(Source records)
=====

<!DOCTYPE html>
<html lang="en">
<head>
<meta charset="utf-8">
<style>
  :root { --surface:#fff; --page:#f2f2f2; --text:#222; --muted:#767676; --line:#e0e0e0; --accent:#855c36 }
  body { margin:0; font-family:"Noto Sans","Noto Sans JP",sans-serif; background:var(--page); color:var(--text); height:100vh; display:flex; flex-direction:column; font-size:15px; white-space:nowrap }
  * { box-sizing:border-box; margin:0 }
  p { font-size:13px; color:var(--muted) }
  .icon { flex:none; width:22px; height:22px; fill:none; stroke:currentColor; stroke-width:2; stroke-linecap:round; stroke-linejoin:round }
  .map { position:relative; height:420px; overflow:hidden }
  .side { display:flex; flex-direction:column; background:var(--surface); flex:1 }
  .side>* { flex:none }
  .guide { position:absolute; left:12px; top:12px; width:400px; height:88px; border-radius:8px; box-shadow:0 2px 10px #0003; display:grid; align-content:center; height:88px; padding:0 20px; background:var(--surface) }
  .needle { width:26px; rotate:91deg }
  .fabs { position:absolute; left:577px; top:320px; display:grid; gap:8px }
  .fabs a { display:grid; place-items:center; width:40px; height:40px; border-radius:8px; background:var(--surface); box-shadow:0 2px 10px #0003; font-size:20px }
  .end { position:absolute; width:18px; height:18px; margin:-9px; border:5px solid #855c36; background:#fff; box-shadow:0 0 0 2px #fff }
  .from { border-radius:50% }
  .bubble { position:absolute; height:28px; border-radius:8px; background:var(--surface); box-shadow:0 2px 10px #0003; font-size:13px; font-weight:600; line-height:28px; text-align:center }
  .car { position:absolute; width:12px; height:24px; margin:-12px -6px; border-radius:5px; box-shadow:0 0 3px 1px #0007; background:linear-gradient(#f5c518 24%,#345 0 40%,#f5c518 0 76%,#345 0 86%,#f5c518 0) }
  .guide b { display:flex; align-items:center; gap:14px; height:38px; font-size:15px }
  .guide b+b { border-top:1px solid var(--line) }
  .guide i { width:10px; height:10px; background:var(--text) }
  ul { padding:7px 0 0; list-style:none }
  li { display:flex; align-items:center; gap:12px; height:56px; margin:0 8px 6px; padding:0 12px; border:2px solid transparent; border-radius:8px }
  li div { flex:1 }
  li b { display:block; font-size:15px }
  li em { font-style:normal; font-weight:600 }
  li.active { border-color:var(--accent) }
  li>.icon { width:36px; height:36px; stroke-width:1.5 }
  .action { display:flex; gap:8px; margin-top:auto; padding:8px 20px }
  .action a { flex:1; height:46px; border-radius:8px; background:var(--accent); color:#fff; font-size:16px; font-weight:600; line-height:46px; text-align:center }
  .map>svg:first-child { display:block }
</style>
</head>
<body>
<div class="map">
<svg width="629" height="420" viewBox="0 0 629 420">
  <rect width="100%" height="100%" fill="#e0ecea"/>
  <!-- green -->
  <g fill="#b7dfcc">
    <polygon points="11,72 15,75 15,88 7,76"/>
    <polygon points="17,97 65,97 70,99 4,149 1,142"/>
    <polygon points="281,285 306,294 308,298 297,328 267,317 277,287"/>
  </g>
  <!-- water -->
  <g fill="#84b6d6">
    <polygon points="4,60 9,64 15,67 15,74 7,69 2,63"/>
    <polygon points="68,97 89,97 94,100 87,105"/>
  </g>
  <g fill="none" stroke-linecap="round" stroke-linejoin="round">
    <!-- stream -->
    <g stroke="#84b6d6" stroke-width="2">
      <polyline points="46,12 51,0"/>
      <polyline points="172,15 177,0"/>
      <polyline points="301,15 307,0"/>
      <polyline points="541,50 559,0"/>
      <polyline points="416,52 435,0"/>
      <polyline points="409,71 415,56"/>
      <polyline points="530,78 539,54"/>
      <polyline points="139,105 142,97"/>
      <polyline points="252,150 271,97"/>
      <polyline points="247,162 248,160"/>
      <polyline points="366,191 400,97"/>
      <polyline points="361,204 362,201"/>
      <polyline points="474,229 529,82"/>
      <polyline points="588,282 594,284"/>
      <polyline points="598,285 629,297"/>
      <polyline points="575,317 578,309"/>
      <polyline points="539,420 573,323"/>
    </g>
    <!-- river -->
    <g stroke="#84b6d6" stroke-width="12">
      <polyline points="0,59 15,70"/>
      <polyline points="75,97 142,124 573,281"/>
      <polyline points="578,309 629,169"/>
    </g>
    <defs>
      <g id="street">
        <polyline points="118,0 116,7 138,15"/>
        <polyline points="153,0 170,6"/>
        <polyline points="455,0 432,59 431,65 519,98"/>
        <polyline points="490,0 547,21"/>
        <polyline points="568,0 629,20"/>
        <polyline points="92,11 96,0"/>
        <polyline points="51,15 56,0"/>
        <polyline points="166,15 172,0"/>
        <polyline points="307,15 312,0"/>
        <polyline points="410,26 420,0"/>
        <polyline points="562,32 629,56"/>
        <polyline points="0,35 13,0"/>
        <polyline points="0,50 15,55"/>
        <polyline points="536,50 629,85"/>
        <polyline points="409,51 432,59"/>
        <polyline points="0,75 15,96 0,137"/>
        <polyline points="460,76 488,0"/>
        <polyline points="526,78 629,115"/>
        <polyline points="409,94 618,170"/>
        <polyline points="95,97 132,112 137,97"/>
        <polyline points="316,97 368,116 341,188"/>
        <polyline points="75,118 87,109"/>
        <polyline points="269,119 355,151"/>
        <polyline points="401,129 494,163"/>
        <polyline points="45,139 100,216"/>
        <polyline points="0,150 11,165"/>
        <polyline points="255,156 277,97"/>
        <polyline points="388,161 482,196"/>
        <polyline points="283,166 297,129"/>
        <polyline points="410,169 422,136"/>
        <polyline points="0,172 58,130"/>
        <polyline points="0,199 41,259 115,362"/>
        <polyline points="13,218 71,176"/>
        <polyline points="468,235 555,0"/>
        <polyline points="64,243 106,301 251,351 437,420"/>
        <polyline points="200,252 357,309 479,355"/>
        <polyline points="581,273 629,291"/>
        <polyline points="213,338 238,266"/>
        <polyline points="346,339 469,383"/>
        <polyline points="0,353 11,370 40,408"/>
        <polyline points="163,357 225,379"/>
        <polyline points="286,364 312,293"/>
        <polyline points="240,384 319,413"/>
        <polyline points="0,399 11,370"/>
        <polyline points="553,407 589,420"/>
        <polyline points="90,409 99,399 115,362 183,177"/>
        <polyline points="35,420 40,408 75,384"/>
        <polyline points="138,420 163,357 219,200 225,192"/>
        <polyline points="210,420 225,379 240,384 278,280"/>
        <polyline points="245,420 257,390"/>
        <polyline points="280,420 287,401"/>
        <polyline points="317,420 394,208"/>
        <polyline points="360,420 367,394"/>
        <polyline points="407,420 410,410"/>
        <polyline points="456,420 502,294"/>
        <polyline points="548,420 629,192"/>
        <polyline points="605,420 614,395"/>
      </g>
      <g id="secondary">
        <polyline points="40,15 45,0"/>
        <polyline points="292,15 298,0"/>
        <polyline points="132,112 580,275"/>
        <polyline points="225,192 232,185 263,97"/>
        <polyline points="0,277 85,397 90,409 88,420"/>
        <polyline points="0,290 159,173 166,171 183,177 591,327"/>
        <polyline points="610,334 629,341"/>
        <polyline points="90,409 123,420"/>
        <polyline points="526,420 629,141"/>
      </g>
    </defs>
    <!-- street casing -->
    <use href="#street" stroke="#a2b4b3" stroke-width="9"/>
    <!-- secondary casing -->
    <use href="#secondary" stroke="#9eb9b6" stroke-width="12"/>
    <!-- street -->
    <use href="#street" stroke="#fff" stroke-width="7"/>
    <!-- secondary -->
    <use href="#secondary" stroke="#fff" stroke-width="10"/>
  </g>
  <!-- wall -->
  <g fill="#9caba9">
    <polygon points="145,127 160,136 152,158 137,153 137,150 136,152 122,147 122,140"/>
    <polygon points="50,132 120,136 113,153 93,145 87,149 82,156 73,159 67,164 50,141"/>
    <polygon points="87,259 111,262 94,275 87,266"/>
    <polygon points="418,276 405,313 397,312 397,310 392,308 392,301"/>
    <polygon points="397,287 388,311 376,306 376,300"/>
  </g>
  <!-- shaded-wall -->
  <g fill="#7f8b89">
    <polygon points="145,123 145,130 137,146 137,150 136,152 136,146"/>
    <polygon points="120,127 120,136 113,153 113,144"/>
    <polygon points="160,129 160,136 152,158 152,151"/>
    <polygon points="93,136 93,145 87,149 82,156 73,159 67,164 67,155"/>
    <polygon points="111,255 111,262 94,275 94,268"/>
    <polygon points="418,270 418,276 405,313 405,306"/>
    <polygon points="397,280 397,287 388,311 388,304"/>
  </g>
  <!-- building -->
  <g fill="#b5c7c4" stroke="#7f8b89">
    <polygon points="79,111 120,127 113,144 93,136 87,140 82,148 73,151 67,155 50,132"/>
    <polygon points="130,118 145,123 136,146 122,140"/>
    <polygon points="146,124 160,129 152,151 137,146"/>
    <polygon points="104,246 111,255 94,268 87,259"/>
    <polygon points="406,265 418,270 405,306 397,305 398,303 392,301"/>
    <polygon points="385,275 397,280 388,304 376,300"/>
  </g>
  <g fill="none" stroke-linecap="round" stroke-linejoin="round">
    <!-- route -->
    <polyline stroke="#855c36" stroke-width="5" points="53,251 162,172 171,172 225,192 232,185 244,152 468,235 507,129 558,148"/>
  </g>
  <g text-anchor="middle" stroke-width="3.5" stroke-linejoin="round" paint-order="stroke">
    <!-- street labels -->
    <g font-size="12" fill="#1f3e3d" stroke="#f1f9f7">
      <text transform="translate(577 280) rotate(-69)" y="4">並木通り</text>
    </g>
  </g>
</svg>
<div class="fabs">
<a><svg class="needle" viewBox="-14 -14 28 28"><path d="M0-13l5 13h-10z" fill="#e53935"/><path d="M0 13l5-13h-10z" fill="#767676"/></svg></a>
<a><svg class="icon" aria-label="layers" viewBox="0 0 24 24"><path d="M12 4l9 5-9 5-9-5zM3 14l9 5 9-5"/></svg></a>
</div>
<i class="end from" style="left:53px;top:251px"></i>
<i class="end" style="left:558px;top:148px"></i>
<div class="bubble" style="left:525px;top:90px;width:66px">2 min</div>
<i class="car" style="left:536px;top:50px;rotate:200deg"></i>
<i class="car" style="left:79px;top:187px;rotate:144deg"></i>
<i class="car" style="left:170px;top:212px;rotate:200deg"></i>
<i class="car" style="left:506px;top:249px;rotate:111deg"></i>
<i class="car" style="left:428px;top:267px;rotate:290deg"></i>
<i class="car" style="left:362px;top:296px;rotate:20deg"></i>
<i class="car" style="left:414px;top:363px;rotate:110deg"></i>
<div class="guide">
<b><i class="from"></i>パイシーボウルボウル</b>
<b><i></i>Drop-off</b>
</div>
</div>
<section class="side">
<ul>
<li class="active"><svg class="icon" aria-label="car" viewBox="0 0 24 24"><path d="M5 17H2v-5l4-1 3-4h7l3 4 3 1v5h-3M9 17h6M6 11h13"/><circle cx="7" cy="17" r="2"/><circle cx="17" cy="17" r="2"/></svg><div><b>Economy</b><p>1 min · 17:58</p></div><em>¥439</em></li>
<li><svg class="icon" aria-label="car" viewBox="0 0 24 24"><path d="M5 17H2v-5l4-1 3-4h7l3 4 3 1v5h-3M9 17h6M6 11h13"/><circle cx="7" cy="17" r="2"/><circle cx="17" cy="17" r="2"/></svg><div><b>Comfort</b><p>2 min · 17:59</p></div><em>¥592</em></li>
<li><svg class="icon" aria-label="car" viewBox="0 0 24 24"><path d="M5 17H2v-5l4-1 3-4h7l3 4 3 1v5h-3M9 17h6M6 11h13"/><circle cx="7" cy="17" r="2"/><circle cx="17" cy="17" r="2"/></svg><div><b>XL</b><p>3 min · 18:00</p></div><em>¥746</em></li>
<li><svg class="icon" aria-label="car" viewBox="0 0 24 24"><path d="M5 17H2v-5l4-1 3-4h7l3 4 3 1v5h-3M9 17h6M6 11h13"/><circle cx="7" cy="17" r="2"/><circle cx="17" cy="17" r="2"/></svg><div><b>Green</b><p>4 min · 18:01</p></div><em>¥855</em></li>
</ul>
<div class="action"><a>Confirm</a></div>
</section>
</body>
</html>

=====

▶ **TASK DESCRIPTION**
All lines of the entries above where "weight" turns up should be reported.

▶ **YOUR SOLUTION**
  .bubble { position:absolute; height:28px; border-radius:8px; background:var(--surface); box-shadow:0 2px 10px #0003; font-size:13px; font-weight:600; line-height:28px; text-align:center }
  li em { font-style:normal; font-weight:600 }
  .action a { flex:1; height:46px; border-radius:8px; background:var(--accent); color:#fff; font-size:16px; font-weight:600; line-height:46px; text-align:center }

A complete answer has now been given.